_Exercise instructions_. Without changing a single character, copy every record below.

_Records to process_.
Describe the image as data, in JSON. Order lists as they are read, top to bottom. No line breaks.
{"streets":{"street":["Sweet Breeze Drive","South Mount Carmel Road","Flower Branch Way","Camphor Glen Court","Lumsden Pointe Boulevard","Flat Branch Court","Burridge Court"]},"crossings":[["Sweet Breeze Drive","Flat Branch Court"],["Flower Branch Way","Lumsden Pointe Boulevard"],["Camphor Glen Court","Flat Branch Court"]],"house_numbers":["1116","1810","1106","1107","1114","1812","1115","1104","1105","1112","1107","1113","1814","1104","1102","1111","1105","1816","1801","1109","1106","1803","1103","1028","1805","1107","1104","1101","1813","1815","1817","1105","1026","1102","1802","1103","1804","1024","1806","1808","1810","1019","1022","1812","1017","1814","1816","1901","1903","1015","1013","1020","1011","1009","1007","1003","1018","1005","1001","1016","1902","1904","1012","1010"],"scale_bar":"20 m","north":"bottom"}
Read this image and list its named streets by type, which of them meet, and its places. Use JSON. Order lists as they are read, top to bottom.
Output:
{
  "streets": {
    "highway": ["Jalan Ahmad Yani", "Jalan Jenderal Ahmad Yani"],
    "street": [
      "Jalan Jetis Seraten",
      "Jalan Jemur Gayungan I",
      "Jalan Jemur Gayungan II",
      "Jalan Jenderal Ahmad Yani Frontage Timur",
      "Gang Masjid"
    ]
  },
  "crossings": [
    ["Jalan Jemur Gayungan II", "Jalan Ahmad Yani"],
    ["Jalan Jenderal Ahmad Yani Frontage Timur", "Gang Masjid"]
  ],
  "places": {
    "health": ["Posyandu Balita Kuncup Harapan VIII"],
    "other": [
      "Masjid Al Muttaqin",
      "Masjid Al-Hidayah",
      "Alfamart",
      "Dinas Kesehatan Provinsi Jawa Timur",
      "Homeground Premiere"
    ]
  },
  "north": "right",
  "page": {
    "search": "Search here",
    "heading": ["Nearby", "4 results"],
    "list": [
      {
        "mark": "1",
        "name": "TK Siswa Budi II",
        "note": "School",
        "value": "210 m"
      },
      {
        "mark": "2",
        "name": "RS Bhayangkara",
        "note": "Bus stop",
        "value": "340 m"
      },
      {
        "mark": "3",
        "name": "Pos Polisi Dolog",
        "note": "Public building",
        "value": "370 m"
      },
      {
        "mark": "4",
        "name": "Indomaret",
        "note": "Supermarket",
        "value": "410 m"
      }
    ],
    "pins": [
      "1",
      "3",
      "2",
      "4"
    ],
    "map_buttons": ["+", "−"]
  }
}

_Answer section_.
Describe the image as data, in JSON. Order lists as they are read, top to bottom. No line breaks.
{"streets":{"street":["Sweet Breeze Drive","South Mount Carmel Road","Flower Branch Way","Camphor Glen Court","Lumsden Pointe Boulevard","Flat Branch Court","Burridge Court"]},"crossings":[["Sweet Breeze Drive","Flat Branch Court"],["Flower Branch Way","Lumsden Pointe Boulevard"],["Camphor Glen Court","Flat Branch Court"]],"house_numbers":["1116","1810","1106","1107","1114","1812","1115","1104","1105","1112","1107","1113","1814","1104","1102","1111","1105","1816","1801","1109","1106","1803","1103","1028","1805","1107","1104","1101","1813","1815","1817","1105","1026","1102","1802","1103","1804","1024","1806","1808","1810","1019","1022","1812","1017","1814","1816","1901","1903","1015","1013","1020","1011","1009","1007","1003","1018","1005","1001","1016","1902","1904","1012","1010"],"scale_bar":"20 m","north":"bottom"}
Read this image and list its named streets by type, which of them meet, and its places. Use JSON. Order lists as they are read, top to bottom.
Output:
{
  "streets": {
    "highway": ["Jalan Ahmad Yani", "Jalan Jenderal Ahmad Yani"],
    "street": [
      "Jalan Jetis Seraten",
      "Jalan Jemur Gayungan I",
      "Jalan Jemur Gayungan II",
      "Jalan Jenderal Ahmad Yani Frontage Timur",
      "Gang Masjid"
    ]
  },
  "crossings": [
    ["Jalan Jemur Gayungan II", "Jalan Ahmad Yani"],
    ["Jalan Jenderal Ahmad Yani Frontage Timur", "Gang Masjid"]
  ],
  "places": {
    "health": ["Posyandu Balita Kuncup Harapan VIII"],
    "other": [
      "Masjid Al Muttaqin",
      "Masjid Al-Hidayah",
      "Alfamart",
      "Dinas Kesehatan Provinsi Jawa Timur",
      "Homeground Premiere"
    ]
  },
  "north": "right",
  "page": {
    "search": "Search here",
    "heading": ["Nearby", "4 results"],
    "list": [
      {
        "mark": "1",
        "name": "TK Siswa Budi II",
        "note": "School",
        "value": "210 m"
      },
      {
        "mark": "2",
        "name": "RS Bhayangkara",
        "note": "Bus stop",
        "value": "340 m"
      },
      {
        "mark": "3",
        "name": "Pos Polisi Dolog",
        "note": "Public building",
        "value": "370 m"
      },
      {
        "mark": "4",
        "name": "Indomaret",
        "note": "Supermarket",
        "value": "410 m"
      }
    ],
    "pins": [
      "1",
      "3",
      "2",
      "4"
    ],
    "map_buttons": ["+", "−"]
  }
}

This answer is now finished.